The merger process between Korean Air (KE) and Asiana Airlines (OZ) has reached a significant milestone with final approval from the European Commission (EC). However, to complete the merger, it still requires review and approval from the U.S. Department of Justice (DOJ). Korean Air aims to finalize the merger by December 2024.
European Commission Approval and Conditions
On November 28, 2024, the EC announced that Korean Air had met the necessary conditions to address competition concerns. These conditions were outlined in a conditional approval in February 2024, primarily focused on alleviating competition issues on overlapping routes, including Barcelona, Frankfurt, Paris, and Rome.
T’way Air was designated as a “solution carrier” on these routes, with Korean Air providing T’way with aircraft, crew, and maintenance support. Asiana’s cargo division will be transferred to Air Incheon to ensure competition is maintained.
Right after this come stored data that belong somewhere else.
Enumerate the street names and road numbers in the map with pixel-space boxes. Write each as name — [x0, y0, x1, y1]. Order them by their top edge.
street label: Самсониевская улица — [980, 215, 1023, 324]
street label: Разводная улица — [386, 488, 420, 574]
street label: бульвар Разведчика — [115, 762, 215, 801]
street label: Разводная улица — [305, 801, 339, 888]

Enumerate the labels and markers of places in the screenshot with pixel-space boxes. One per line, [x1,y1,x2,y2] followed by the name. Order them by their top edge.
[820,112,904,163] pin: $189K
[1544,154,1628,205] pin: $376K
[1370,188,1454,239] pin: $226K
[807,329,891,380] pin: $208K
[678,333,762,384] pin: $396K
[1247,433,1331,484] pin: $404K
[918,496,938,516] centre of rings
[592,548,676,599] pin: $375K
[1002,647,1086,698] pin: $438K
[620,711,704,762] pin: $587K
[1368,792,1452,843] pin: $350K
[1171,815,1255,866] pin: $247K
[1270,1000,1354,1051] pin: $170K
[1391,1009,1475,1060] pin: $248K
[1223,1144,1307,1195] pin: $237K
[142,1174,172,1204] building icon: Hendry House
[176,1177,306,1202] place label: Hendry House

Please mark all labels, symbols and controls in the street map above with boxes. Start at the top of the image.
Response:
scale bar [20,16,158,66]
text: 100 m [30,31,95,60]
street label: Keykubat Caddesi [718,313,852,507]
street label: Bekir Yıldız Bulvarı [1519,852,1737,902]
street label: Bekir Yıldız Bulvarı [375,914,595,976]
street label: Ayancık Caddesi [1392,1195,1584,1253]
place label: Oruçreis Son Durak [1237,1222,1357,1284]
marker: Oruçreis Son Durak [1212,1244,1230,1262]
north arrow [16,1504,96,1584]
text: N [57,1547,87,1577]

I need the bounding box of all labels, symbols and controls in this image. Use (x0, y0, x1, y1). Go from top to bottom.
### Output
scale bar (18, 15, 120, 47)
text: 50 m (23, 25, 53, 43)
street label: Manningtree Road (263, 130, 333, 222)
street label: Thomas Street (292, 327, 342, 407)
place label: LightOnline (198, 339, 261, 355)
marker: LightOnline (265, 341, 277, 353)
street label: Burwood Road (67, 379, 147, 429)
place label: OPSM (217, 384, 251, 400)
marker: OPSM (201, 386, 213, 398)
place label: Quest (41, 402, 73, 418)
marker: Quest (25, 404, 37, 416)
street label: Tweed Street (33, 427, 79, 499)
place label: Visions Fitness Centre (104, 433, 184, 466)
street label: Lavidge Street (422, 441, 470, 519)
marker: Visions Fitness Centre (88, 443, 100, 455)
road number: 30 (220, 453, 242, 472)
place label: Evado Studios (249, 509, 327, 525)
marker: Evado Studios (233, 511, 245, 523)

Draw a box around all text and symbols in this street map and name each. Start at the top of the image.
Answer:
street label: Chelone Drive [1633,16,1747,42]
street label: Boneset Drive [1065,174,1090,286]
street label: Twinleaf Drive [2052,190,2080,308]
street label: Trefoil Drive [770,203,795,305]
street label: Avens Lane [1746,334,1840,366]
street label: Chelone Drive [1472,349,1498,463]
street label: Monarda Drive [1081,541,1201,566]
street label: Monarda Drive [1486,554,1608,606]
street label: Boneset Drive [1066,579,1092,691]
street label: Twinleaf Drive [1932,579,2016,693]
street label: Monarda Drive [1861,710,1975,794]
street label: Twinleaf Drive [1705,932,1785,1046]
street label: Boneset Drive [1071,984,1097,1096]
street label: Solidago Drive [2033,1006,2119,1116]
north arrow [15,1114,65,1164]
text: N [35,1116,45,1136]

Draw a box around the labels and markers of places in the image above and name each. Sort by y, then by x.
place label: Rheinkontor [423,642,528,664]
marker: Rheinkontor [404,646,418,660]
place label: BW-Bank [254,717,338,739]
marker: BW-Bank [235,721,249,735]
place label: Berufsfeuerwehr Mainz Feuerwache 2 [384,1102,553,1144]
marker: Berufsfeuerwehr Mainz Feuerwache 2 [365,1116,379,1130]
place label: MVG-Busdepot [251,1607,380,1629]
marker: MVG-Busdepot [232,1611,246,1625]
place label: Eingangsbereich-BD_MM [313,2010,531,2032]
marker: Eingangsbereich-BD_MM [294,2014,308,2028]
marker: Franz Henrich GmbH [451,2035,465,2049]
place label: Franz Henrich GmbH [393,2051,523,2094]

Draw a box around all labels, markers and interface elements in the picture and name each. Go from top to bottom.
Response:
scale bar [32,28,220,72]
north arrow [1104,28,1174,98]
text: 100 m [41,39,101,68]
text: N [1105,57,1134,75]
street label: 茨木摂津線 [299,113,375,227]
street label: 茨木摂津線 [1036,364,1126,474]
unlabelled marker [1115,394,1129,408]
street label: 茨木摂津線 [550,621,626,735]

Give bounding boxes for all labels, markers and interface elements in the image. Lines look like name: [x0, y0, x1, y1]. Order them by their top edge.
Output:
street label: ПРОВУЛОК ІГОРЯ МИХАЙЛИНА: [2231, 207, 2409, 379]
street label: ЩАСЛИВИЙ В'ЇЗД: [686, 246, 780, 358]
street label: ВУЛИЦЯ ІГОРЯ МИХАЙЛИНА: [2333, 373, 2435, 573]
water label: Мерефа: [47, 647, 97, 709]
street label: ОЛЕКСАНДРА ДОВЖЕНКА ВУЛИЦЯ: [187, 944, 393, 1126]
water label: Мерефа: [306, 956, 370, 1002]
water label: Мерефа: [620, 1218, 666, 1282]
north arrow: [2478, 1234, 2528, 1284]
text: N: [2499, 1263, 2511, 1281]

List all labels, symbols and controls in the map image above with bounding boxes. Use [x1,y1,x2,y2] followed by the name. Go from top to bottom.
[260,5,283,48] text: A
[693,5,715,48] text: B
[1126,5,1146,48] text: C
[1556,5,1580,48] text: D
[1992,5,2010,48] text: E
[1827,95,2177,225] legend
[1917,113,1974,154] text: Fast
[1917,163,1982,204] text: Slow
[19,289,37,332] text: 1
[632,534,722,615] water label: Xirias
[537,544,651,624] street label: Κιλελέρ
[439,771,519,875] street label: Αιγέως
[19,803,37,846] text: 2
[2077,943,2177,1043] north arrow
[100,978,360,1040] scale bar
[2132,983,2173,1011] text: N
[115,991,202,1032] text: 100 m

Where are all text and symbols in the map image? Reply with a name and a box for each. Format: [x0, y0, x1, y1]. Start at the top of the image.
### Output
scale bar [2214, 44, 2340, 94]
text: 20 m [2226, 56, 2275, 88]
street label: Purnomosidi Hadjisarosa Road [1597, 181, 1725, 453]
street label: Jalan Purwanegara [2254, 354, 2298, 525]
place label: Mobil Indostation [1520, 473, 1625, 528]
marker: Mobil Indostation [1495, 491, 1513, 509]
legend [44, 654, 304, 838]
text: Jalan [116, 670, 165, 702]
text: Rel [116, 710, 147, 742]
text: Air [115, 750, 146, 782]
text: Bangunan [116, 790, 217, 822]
U.S. Review and Priorities
The U.S. Department of Justice is particularly concerned with the market dominance on trans-Pacific routes. The DOJ’s review will assess how the merger might impact competition in the U.S.-Korea air traffic and the potential for monopolistic risks.
Post-Merger Strategies
Once the merger is completed, Korean Air will become the seventh-largest airline in the world by passenger numbers. The company’s plans include:
- Ensuring Asiana’s financial stability and the repositioning of employees.
- Expanding its fleet to approximately 250 aircraft and strengthening global connectivity.
- Integrating Korean Air and Asiana’s low-cost carriers, Jin Air, Air Busan, and Air Seoul, to create South Korea’s largest low-cost airline group.